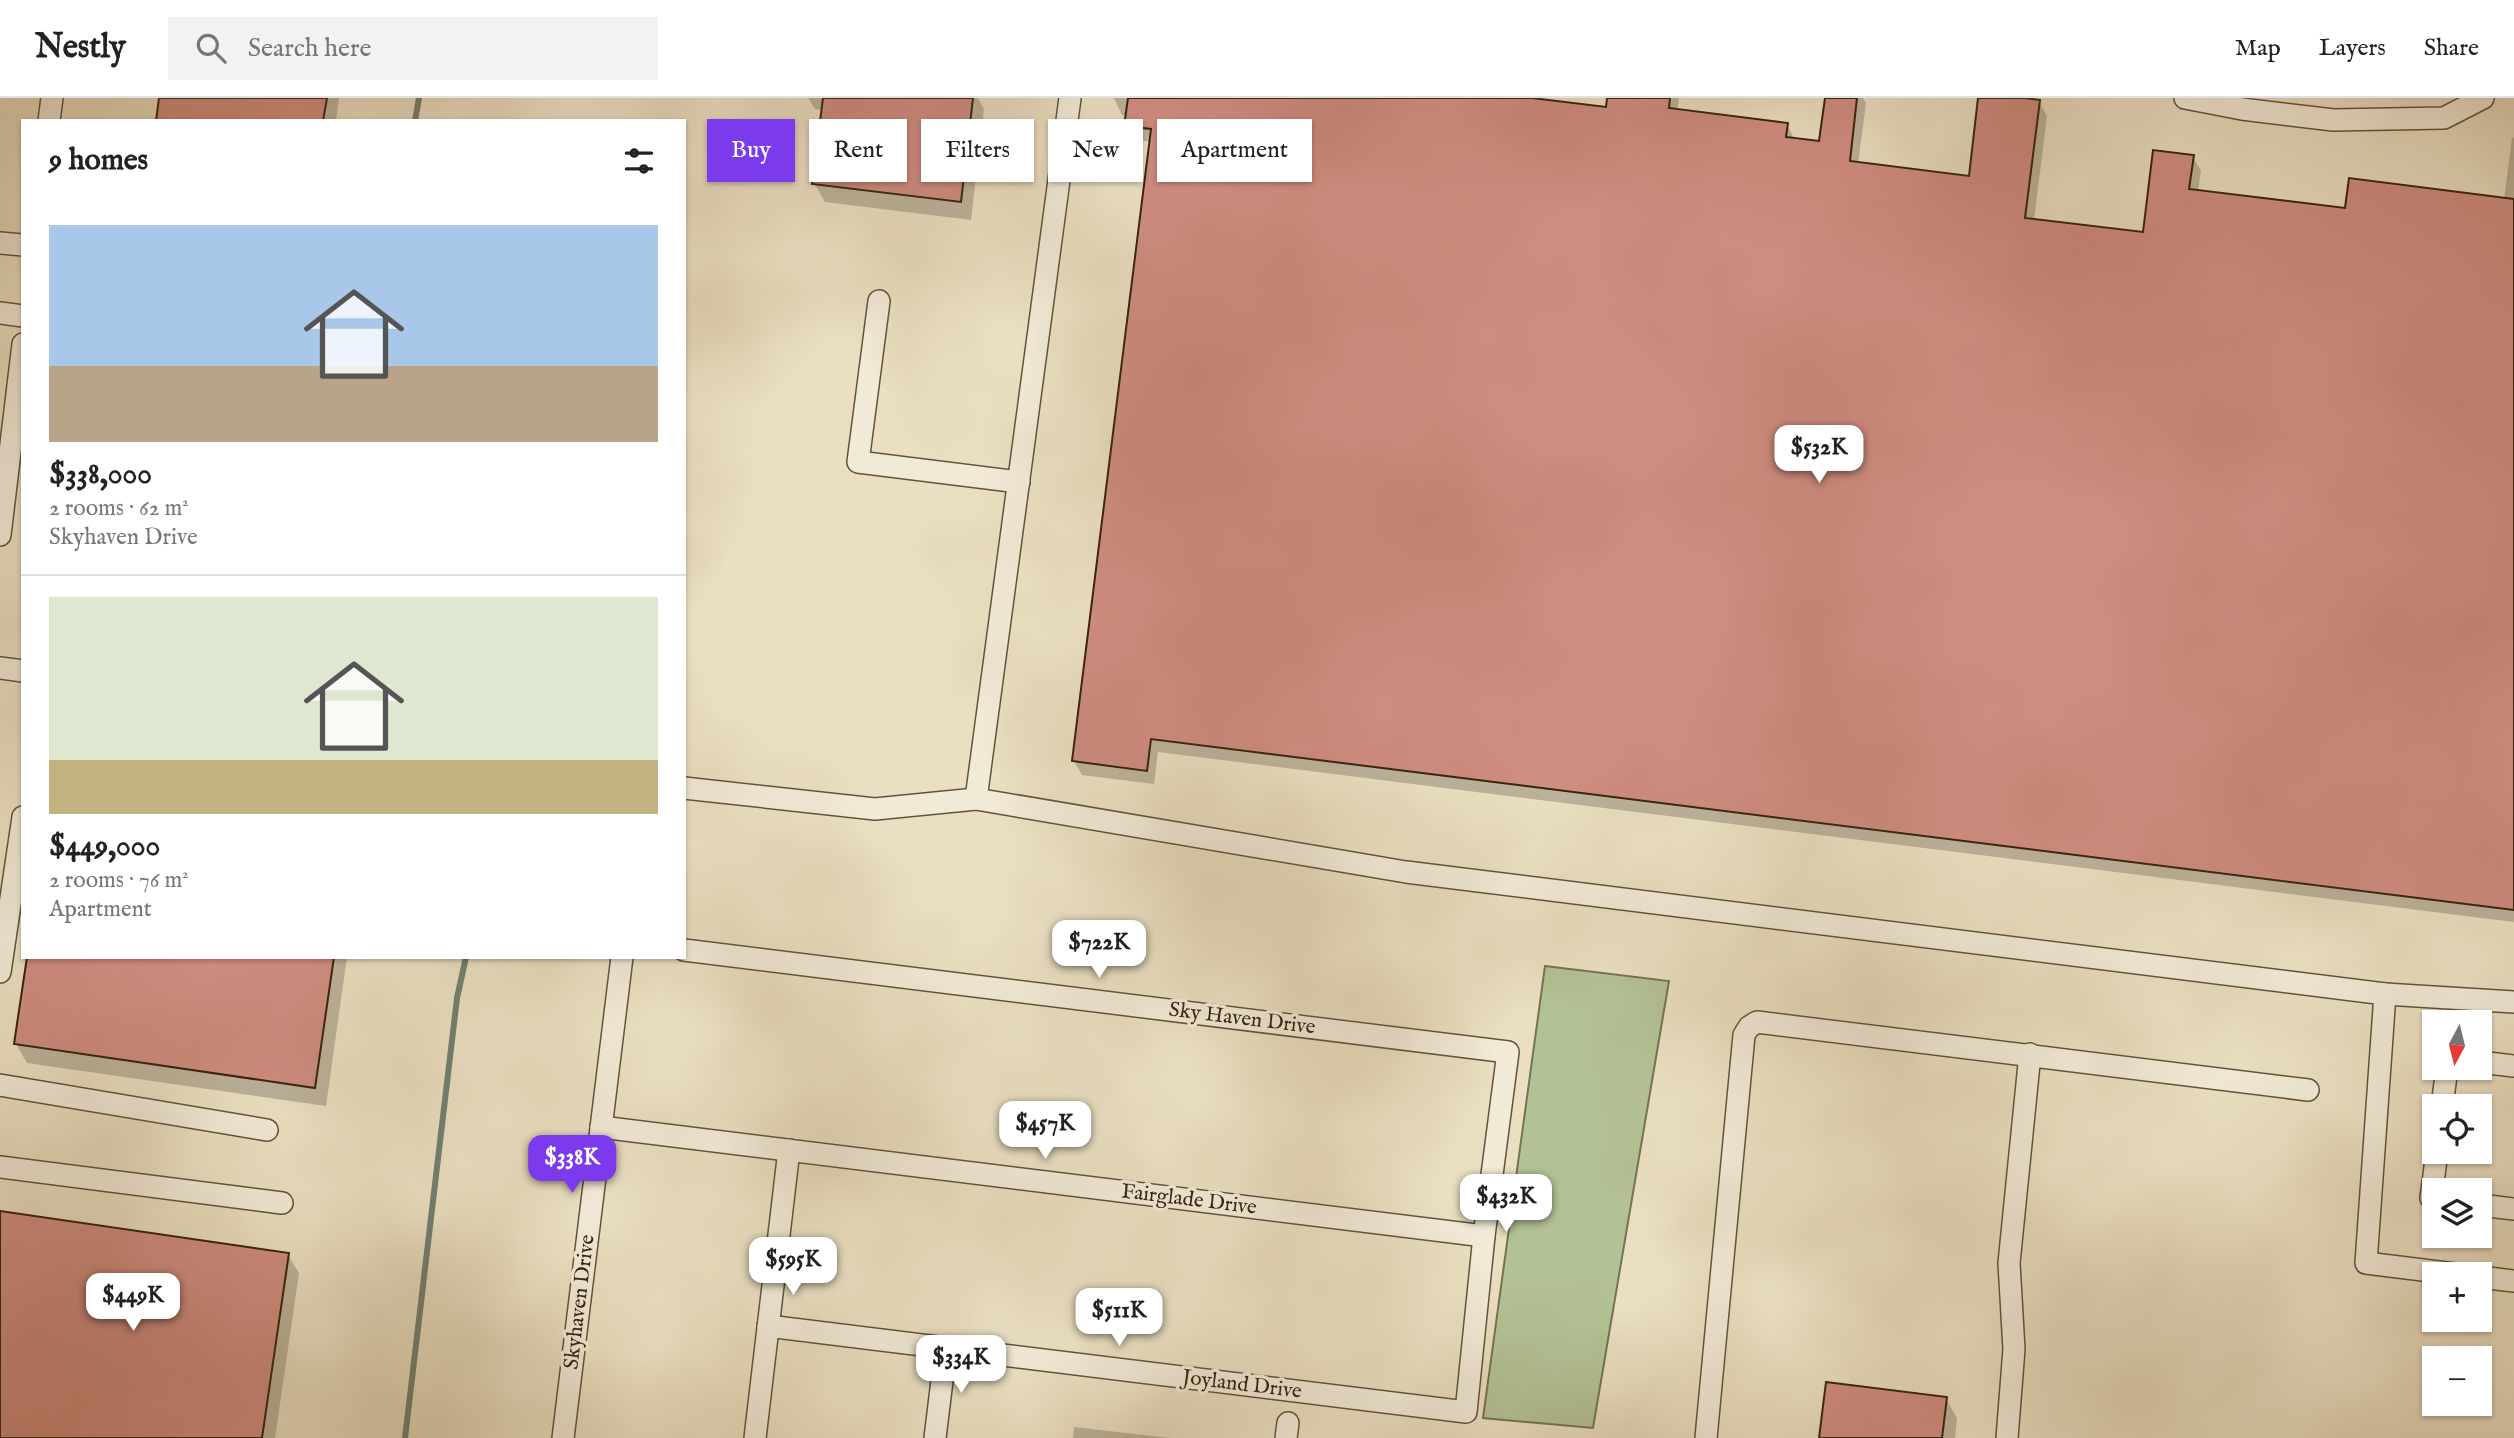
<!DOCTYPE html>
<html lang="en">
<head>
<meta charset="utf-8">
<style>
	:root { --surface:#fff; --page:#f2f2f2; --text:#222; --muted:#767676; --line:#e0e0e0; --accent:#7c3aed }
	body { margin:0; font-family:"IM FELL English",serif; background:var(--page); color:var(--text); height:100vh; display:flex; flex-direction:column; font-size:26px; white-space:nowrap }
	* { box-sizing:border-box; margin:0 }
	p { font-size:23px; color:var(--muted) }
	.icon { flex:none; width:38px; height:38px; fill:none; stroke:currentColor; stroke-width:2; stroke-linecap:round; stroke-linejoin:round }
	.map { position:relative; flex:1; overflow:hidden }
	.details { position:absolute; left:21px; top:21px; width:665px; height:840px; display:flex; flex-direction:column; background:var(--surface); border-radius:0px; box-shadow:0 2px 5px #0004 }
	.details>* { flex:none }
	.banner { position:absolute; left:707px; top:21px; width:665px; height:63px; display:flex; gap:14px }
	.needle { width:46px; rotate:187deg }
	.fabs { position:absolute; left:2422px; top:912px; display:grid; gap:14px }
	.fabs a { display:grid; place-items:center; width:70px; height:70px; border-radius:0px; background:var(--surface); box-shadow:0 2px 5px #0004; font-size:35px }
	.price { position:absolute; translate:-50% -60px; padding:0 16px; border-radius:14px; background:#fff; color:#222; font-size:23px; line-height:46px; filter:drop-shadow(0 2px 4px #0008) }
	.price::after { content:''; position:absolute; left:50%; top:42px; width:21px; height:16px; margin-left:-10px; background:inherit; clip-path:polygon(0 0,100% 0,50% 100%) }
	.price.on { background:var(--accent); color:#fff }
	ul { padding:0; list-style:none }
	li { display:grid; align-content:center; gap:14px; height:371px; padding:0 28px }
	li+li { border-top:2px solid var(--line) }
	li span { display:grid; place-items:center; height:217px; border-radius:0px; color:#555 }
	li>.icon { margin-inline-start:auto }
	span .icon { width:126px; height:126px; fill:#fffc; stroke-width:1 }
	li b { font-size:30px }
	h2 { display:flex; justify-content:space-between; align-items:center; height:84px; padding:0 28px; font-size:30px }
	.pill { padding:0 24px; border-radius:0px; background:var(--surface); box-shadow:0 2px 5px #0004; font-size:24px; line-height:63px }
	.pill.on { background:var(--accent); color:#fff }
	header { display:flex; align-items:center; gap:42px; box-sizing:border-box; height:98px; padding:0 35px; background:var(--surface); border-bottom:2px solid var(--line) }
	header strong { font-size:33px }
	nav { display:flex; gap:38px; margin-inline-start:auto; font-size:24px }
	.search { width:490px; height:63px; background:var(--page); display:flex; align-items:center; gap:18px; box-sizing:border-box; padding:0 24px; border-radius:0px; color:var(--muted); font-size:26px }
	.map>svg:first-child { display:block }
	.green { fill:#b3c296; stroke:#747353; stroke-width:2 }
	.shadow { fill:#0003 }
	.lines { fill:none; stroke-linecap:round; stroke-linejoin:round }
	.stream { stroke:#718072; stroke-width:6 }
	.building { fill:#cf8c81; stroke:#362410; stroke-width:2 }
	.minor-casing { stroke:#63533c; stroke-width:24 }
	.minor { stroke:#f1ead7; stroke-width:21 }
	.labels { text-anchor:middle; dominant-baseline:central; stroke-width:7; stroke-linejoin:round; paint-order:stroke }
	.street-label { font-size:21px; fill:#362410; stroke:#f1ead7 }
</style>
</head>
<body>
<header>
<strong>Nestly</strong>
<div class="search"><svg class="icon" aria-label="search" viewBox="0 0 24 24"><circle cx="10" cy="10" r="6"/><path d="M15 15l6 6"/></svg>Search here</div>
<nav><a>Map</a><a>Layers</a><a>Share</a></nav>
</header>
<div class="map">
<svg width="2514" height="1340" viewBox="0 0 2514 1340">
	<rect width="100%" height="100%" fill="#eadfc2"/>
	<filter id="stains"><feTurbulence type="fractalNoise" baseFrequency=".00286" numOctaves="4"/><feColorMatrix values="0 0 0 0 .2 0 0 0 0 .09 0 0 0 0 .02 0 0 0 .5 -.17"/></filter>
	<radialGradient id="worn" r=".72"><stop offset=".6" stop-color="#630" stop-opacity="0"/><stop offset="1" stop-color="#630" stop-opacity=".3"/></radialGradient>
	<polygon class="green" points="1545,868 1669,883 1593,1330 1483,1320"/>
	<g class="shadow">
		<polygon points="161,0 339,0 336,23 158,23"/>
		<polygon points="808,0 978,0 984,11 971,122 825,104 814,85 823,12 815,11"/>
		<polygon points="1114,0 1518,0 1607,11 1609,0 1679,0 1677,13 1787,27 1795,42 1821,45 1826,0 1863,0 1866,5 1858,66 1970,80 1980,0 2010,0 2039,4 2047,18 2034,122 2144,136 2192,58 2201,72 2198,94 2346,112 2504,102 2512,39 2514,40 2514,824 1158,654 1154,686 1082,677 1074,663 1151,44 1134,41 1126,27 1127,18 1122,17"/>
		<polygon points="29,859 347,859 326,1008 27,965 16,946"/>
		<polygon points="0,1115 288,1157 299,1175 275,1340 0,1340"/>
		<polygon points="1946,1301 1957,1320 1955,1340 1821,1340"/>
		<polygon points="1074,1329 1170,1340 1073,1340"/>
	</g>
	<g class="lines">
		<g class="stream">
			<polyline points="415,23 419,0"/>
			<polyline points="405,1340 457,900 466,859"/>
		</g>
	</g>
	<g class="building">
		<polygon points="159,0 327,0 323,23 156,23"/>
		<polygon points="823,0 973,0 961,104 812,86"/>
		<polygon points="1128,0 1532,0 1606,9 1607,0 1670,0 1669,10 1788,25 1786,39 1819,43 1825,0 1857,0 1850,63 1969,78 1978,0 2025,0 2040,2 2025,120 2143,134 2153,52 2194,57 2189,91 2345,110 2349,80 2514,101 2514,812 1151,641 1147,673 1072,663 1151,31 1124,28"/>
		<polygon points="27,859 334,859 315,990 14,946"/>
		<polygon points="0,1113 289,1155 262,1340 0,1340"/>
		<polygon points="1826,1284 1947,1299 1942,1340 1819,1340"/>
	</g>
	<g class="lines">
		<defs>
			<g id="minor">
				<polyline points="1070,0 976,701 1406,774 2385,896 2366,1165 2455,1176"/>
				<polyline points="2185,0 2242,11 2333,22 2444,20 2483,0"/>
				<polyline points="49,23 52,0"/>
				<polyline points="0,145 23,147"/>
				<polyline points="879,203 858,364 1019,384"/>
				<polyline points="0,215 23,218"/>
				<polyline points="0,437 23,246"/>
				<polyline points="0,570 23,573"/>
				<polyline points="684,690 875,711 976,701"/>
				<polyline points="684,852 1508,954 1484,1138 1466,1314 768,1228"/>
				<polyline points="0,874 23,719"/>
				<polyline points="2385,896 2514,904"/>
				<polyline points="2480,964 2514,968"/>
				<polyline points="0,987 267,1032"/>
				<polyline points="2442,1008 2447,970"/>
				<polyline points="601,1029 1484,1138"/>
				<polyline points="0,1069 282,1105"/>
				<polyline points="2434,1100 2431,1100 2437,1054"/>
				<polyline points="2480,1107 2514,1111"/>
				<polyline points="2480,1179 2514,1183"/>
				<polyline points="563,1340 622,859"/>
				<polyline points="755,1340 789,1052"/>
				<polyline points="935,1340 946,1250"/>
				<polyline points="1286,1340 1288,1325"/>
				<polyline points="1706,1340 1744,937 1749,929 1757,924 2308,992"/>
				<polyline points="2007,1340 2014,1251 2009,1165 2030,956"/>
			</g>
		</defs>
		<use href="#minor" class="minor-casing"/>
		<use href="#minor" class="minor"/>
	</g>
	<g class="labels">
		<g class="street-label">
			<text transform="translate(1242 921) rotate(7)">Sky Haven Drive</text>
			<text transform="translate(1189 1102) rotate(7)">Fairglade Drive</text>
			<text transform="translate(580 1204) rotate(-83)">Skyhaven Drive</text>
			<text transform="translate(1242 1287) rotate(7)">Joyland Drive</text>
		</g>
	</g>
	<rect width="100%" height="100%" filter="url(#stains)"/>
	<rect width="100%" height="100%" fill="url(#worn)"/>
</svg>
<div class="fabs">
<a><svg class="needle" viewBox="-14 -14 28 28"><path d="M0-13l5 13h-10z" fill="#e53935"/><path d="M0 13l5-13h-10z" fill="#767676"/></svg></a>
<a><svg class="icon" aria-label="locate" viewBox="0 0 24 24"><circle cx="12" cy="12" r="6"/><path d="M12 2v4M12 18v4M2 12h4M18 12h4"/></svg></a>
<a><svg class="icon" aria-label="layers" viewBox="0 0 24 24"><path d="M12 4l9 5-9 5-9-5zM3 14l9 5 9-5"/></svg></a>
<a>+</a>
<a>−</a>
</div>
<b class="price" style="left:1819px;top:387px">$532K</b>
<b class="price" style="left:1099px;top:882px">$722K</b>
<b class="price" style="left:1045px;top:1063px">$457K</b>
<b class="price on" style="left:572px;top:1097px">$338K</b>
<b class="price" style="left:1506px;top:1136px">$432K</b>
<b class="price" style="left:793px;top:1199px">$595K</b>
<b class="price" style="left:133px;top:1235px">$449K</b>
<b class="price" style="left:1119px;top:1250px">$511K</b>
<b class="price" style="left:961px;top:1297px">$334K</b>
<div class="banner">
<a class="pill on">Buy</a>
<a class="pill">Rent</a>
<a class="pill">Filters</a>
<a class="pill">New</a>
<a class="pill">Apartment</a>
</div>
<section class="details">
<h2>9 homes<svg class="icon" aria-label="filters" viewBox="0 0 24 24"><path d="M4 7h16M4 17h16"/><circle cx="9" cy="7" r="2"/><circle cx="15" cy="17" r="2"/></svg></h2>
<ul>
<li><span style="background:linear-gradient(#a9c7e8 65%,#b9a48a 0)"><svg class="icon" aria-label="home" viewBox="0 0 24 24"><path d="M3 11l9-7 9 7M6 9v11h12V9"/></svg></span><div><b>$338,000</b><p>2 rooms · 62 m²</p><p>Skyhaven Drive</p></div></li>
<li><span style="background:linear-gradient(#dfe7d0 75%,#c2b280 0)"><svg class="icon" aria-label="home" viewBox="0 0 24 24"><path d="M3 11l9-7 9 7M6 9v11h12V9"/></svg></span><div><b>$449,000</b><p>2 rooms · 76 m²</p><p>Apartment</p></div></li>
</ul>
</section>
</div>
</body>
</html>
· · · · ·
* WHAT YOU ARE ASKED TO DO *
Exactly restate the lines from the beginning of the data through the line with "position:absolute; left:21px; top:21px;", and no others, keeping pictures out.

* THE COMPLETED TASK *
<!DOCTYPE html>
<html lang="en">
<head>
<meta charset="utf-8">
<style>
	:root { --surface:#fff; --page:#f2f2f2; --text:#222; --muted:#767676; --line:#e0e0e0; --accent:#7c3aed }
	body { margin:0; font-family:"IM FELL English",serif; background:var(--page); color:var(--text); height:100vh; display:flex; flex-direction:column; font-size:26px; white-space:nowrap }
	* { box-sizing:border-box; margin:0 }
	p { font-size:23px; color:var(--muted) }
	.icon { flex:none; width:38px; height:38px; fill:none; stroke:currentColor; stroke-width:2; stroke-linecap:round; stroke-linejoin:round }
	.map { position:relative; flex:1; overflow:hidden }
	.details { position:absolute; left:21px; top:21px; width:665px; height:840px; display:flex; flex-direction:column; background:var(--surface); border-radius:0px; box-shadow:0 2px 5px #0004 }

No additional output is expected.